The demo we were shown portrayed a seven-player fight taking place in the city of Altanbra, in a post-apocalyptic future where human survival has depended on the development of nano machines. The first few minutes of fighting found brawlers being sawed in half with a chainsaw to a soundtrack of up-beat tunes, followed swiftly by one of the game's ATEs. In this case it was a collapsing bridge that begins to crumble into the city, creating a second and bigger threat for you to worry about beyond those other players. A few minutes later we see another, the black hole this time. They pop up continuously and randomly until the end of the match.

Duels provide some additional variety to the action. They're triggered by interacting with certain objects, which cause two players to be sucked out of the city and into a separate ring where the winner receives a special ability - although what this consisted of was left vague during the demo. Anarchy also incorporates multiplayer co-op, which from what we saw looked like a basic interpretation of Horde Mode, with increasingly difficult waves of enemies flung at your characters.
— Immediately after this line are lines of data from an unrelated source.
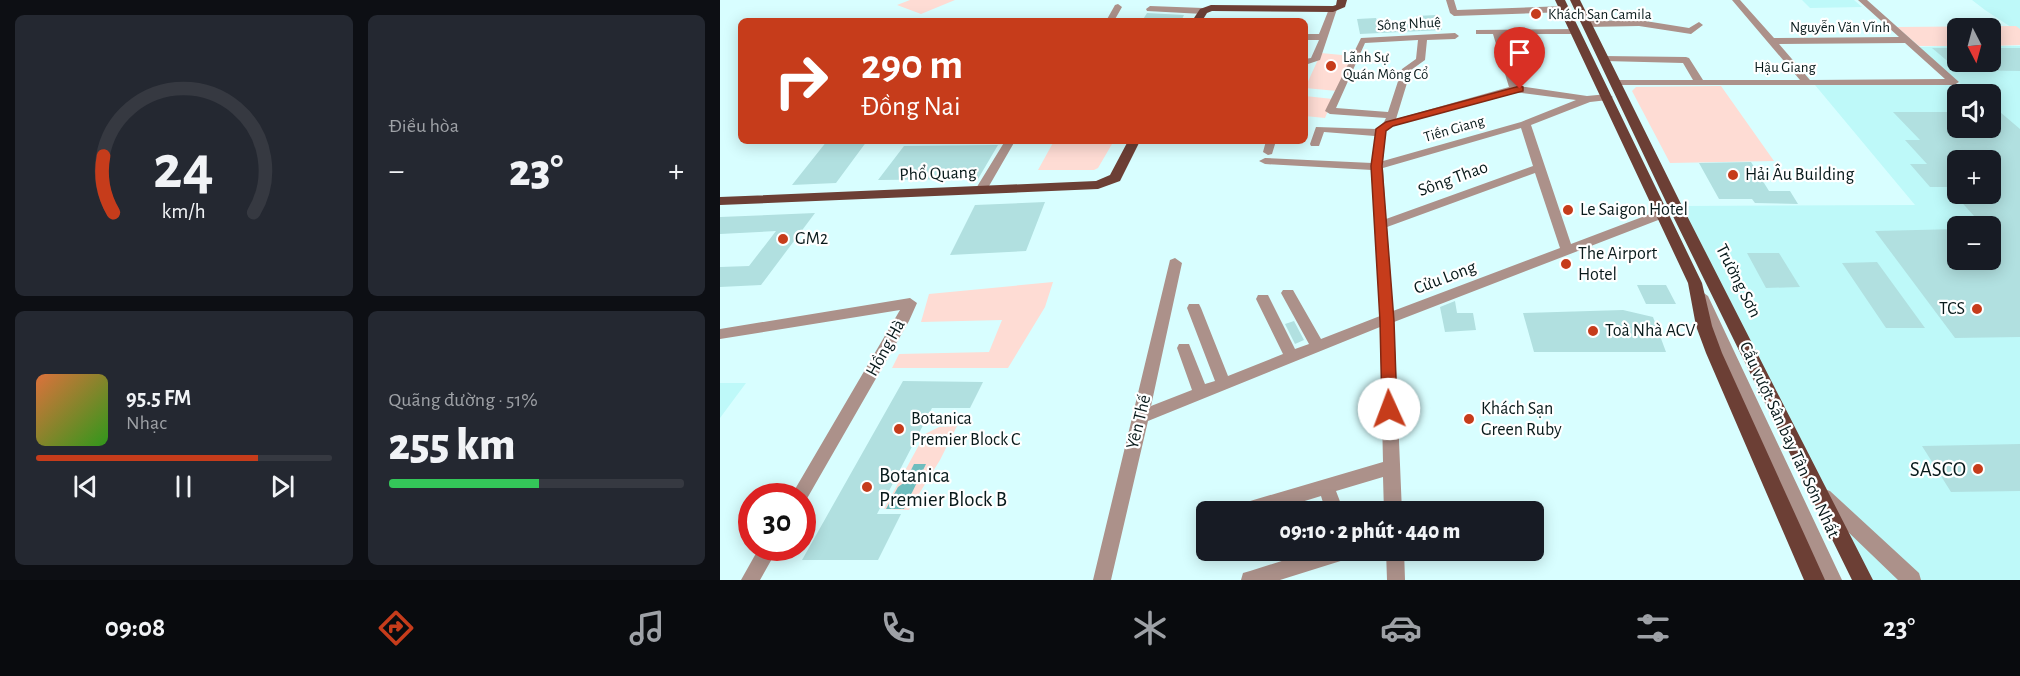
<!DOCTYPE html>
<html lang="vi">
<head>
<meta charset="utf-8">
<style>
  body { margin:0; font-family:"Alegreya Sans",sans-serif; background:#242831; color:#f1f3f6; height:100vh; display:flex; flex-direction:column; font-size:22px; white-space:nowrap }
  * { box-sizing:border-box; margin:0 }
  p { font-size:20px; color:#9ea1a6 }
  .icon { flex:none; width:33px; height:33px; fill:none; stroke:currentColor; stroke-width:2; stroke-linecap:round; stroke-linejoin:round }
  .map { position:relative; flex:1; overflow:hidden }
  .panel { display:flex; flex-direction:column; gap:15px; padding:15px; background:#0d0f14; width:720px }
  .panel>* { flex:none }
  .top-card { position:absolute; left:18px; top:18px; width:570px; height:126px; border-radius:9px; box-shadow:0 3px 15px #0003; background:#c63c1b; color:#fff; overflow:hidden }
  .needle { width:39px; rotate:174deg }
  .tools { position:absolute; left:1227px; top:18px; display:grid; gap:12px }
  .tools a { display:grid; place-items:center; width:54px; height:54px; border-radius:9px; background:#171b24; box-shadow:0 3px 15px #0003; font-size:30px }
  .speed { position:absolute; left:18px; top:483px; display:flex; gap:12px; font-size:30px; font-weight:700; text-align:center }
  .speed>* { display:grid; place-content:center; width:78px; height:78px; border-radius:50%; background:#171b24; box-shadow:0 3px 15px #0003; line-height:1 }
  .speed .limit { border:9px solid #d22; background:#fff; color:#111 }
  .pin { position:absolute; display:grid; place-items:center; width:51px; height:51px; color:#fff; margin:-62px -26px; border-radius:50% 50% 50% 0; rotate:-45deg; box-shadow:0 0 6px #0007 }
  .pin .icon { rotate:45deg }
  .me { position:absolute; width:66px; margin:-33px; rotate:358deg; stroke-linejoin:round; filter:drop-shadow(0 0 4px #0008) }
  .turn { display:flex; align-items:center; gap:21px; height:126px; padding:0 24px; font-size:27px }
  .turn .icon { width:78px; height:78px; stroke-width:2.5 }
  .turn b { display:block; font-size:42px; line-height:51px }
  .big { font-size:45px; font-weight:800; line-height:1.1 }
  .panel .tile { flex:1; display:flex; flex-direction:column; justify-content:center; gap:9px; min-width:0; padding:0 21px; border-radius:9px; background:#242831 }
  .panel .dial { align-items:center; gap:0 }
  .dial svg { height:156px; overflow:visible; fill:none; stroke:#363941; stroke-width:7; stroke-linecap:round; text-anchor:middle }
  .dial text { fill:#f1f3f6; stroke:none }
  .song { display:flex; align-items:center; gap:18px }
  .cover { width:72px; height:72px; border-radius:9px; background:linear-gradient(135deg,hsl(20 70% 55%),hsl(110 70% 35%)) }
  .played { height:6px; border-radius:3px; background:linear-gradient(90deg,#c63c1b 75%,#363941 75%) }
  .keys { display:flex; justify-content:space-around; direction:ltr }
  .heat { display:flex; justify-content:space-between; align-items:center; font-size:33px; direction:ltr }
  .charge { height:9px; border-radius:4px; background:linear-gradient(90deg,#34c759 51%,#363941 0) }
  .panel .tiles { flex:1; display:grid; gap:15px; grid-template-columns:repeat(2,1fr) }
  .trip { position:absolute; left:476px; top:501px; width:348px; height:60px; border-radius:9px; background:#171b24; box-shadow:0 3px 15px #0003; font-weight:800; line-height:60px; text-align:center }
  .dock { display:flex; height:96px; justify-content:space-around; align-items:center; background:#090b0e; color:#9ea1a6 }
  .dock .icon { width:42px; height:42px }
  .dock .current { color:#c63c1b }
  .dock b { font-size:27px; color:#f1f3f6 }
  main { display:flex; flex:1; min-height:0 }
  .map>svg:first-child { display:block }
</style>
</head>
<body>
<main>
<section class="panel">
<div class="tiles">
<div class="tile dial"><svg viewBox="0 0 100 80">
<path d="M14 69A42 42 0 1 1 86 69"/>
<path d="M14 69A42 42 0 0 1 9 40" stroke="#c63c1b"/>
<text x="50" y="56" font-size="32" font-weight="700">24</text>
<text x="50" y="72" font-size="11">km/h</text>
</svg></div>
<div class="tile"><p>Điều hòa</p>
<div class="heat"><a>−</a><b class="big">23°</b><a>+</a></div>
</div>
<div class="tile">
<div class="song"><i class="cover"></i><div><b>95.5 FM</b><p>Nhạc</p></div></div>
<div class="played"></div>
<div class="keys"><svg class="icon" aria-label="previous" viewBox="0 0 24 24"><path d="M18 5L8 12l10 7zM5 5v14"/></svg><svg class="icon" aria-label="pause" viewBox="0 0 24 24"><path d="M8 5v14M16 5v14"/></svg><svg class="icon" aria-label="next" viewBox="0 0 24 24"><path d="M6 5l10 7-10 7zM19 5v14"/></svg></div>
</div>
<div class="tile"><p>Quãng đường · 51%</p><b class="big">255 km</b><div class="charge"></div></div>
</div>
</section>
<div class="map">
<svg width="1300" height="580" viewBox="0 0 1300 580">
  <rect width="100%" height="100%" fill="#d8feff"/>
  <path fill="#bef9f9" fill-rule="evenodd" d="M1082,0H1134L1142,7L1090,8Z
    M1252,0H1300V33L1265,10Z
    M1237,46L1238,62H1270L1271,46H1300V580H1141L962,206L1195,205L1095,85H1242L1199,47ZM1238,94H1270V128H1238ZM1238,160H1270V194H1238ZM1238,226H1270V260H1238Z
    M0,383H26L0,418Z"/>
  <path fill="#fedcd4" d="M190,0H235L201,14L177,5Z
    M1296,26L1300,29V45L1271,46L1270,28H1238L1237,46H1199L1177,27Z
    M601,53L632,56L617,91L585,88Z
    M1001,86L1054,161L950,163L912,91L916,87Z
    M585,96L613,99L605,118L585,116Z
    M334,141L392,144L378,168L374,170H318Z
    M333,282L325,307L288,368H172L179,354L269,352L282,320L201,322L209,294Z
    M237,426L220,460L189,510L164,509L205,434L219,427Z"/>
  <path fill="#6fbdbe" d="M194,464H206L184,509H166L178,487L185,482Z"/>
  <path fill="#b1e0e0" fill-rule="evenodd" d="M427,13L464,15L461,21H422Z
    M716,15L722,30L640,34L637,19L656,18L658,23L698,21L696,16Z
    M1212,48H1238V62H1270V48H1300V71L1238,70Z
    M1173,112H1238V128H1270V112H1280L1300,129V337L1235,338L1155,231L1238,229V260H1270V226H1263L1228,187H1210L1190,164H1207L1185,140H1200ZM1238,160H1270V194H1238Z
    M107,141H147L116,183L72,185Z
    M278,145L258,179L158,180L184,146Z
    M1031,162L1049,191H1070L1078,204L1035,203L1032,199H999L979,163Z
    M325,202L306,251L230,255L255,205Z
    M95,213L41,285L0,287V267L29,266L56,231L0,234V217Z
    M1027,253H1059L1080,287L1046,288Z
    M1157,262L1205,328H1166L1122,263Z
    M917,285H946L956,304H926Z
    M735,301L737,313H753L756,330L725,332L720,307Z
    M903,310L933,317L946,352H814L803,313Z
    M574,321L584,340L575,344L565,324Z
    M183,381L263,382L250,408H212L157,514H181L158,560H82Z
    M1300,444V491L1231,492L1202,446Z"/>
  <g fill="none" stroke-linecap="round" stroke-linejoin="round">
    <path fill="#ac918a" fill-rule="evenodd" d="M726,0H734L737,10L845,6L849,9L845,12L734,16L730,13Z
      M1012,0H1020L1054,38L1179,37L1138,0H1147L1239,82L1234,85H893L891,83L896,80H973L963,63L885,61L882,60V56L966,57L969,58L983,80H1080ZM1185,43L1225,79L1090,80L1059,44Z
      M398,4L402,7L394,21H386L395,5Z
      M430,6L483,8L487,11L483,14L427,11L426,9Z
      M613,6L617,9L600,60L585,65V59L591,58L599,40H585V34H599L609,9Z
      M919,20L969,28L979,22L983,25L971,34L919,26L867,27L863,24L867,21Z
      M858,29V33L855,34H782L798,86L867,96L888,94L893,97L888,100L870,102L811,125L851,244L938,211H946L948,214L946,217L674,322L682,512H664L663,477L616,491L624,512H606L601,496L549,512H511L514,506L520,504L663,462L660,327L428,421L391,580H373L450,260L455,258L462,263L431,406L472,390L457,348L459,344H469L485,384L495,381L467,308L469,304H479L481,308L508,376L563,354L536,299L538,295H548L575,349L589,344L561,293L563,290H573L601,339L660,316L652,170L545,164L539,161L545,158L652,163L655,136L604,132L599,146H591L590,144L596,127L656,129L664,122L666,118L610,114L605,111L641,38L735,33L739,36L735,39L707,40L705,60L691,70L676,119L789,87L773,34H756V30ZM698,40L696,59L682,69L668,112L616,108L645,43ZM794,92L856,100L801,122L663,161L666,130L673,126ZM801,128L813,166L666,219L663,168ZM815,173L840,248L673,311L667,227Z
      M285,141H295L265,193H257L255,190Z
      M546,141H556L552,154L548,155L543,152Z
      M981,291L988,296L1122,580H1103L974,296Z
      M190,298L197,303L189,321L85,502L82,503V496H71L180,310L0,339V329Z
      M1104,489L1110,491L1199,573L1201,580H1178L1098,503L1095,497L1098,491Z
      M39,548H58L40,580H21Z
      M596,550H636L633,556L627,559L560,580H521L523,573L530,571Z
      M666,550H684L685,580H667Z"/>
    <path fill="#6c3f35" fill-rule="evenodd" d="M617,0H627L625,7L613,12L492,11L487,13L482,21H472L480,9L491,5L613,6L616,5Z
      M835,0H845L982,283L992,326L1002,353L1105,580H1084L986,353L976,326L968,283Z
      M850,0H860L961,204L1153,580H1132L947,204Z
      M408,141H420L400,181L378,189L0,205V197L376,181L390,175Z"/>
  </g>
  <path fill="#c63c1b" stroke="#812712" stroke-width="1.5" d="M800,86L803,87V91L673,126L666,131L662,166L674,321L677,409L675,414L669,416L664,414L662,409L660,321L651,166L656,129L666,122Z"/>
  <g fill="#c63c1b" stroke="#fff" stroke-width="2">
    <circle cx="816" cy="14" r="6"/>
    <circle cx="611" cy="66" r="6"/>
    <circle cx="1013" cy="175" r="6"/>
    <circle cx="848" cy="210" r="6"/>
    <circle cx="63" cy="239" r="6"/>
    <circle cx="846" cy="264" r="6"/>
    <circle cx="1257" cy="309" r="6"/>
    <circle cx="873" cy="331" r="6"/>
    <circle cx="749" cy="419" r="6"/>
    <circle cx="179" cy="429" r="6"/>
    <circle cx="1258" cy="469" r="6"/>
    <circle cx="147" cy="487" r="6"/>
  </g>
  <g text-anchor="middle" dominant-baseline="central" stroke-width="4.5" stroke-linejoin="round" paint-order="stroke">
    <g font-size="15" fill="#081a1b" stroke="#fff" text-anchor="start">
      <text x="828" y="14">Khách Sạn Camila</text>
      <text x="623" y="57">Lãnh Sự<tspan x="623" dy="17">Quán Mông Cổ</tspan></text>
    </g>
    <g font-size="15" fill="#081a1b" stroke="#fff">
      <text transform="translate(689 24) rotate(-3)">Sông Nhuệ</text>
      <text x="1120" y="27">Nguyễn Văn Vĩnh</text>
      <text x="1065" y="67">Hậu Giang</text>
      <text transform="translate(734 129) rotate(-16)">Tiền Giang</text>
    </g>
    <g font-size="18" fill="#081a1b" stroke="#fff">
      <text transform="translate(218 174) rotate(-2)">Phổ Quang</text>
      <text transform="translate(733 179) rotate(-20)">Sông Thao</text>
      <text transform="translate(725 278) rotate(-21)">Cửu Long</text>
      <text transform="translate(1018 281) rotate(63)">Trường Sơn</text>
      <text transform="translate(166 348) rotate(-61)">Hồng Hà</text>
      <text transform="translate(419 422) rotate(-76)">Yên Thế</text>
      <text transform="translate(1069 440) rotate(65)">Cầu vượt Sân bay Tân Sơn Nhất</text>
    </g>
    <g font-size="18" fill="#081a1b" stroke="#fff" text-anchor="start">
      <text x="1025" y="175">Hải Âu Building</text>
      <text x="860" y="210">Le Saigon Hotel</text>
      <text x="75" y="239">GM2</text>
      <text x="858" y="254">The Airport<tspan x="858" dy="21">Hotel</tspan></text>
      <text x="1245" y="309" text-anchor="end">TCS</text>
      <text x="885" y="331">Toà Nhà ACV</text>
      <text x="761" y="409">Khách Sạn<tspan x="761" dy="21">Green Ruby</tspan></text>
      <text x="191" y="419">Botanica<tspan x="191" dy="21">Premier Block C</tspan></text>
    </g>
    <g font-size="21" fill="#081a1b" stroke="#fff" text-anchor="end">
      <text x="1246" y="469">SASCO</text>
      <text x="159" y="475" text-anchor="start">Botanica<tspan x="159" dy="24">Premier Block B</tspan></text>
    </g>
  </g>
</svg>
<div class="tools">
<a><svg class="needle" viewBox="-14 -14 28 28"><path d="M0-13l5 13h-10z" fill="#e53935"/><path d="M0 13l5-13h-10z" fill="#9ea1a6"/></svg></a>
<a><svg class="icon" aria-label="sound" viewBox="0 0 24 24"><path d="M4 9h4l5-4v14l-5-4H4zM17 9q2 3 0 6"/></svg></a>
<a>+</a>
<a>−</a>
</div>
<div class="speed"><div class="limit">30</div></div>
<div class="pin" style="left:800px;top:89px;background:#d93025"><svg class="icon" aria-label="arrive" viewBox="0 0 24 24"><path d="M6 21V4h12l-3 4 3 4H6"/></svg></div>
<svg class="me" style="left:669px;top:409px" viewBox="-20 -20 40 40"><circle r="19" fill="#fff"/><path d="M0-13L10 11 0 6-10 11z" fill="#c63c1b"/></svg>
<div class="trip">09:10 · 2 phút · 440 m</div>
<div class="top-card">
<div class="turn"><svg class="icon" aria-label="right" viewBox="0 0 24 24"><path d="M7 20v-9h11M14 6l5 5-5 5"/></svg><div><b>290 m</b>Đồng Nai</div></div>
</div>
</div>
</main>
<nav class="dock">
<b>09:08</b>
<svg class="icon current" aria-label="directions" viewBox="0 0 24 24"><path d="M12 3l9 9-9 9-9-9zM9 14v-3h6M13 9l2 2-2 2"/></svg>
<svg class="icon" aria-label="music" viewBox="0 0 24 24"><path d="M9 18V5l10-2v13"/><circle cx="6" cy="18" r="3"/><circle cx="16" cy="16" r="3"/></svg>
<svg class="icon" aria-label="phone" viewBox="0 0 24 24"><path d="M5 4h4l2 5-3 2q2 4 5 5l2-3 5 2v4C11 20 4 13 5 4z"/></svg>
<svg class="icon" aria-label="climate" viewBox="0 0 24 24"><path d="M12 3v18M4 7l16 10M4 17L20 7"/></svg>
<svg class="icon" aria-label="car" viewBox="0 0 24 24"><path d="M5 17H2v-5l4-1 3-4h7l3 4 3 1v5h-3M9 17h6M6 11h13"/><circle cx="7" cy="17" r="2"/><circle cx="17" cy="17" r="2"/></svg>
<svg class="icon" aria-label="filters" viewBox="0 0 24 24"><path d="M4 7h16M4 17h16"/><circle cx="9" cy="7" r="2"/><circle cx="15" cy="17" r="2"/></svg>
<b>23°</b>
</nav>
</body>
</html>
Beyond the multiplayer focus there's a nugget of a story mode that has you controlling Jack, another residual character from MadWorld, who this time around is a cyborg and part of a police-like group called the Chasers. The remaining characters from multiplayer take the role of Jack's adversaries, while Jack takes on missions around the city using his trusty chainsaw. The team remained tight-lipped on many of the specific details, but the crossover with previous Platinum material is the undeniable draw. It's too early to tell how well Anarchy Reigns individualises itself from other beat 'em ups but the game certainly remains very loyal to the stylistic traditions of Platinum's last few titles. Let's hope it lives up to their quality, too.